*** Provided records

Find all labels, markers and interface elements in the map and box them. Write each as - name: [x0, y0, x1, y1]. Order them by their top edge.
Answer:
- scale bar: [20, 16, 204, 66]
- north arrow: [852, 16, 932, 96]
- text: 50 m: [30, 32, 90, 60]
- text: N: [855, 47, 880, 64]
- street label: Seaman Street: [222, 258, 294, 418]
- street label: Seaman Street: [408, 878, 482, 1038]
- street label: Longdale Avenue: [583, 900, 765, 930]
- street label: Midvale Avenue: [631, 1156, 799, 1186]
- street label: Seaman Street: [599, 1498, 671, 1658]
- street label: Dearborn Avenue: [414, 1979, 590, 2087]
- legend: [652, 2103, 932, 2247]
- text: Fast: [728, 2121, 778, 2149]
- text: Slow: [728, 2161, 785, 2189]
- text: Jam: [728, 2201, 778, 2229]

******

Restate each entry exactly, skipping none.

Find all labels, markers and interface elements in the map and box them. Write each as - name: [x0, y0, x1, y1]. Order them by their top edge.
Answer:
- scale bar: [20, 16, 204, 66]
- north arrow: [852, 16, 932, 96]
- text: 50 m: [30, 32, 90, 60]
- text: N: [855, 47, 880, 64]
- street label: Seaman Street: [222, 258, 294, 418]
- street label: Seaman Street: [408, 878, 482, 1038]
- street label: Longdale Avenue: [583, 900, 765, 930]
- street label: Midvale Avenue: [631, 1156, 799, 1186]
- street label: Seaman Street: [599, 1498, 671, 1658]
- street label: Dearborn Avenue: [414, 1979, 590, 2087]
- legend: [652, 2103, 932, 2247]
- text: Fast: [728, 2121, 778, 2149]
- text: Slow: [728, 2161, 785, 2189]
- text: Jam: [728, 2201, 778, 2229]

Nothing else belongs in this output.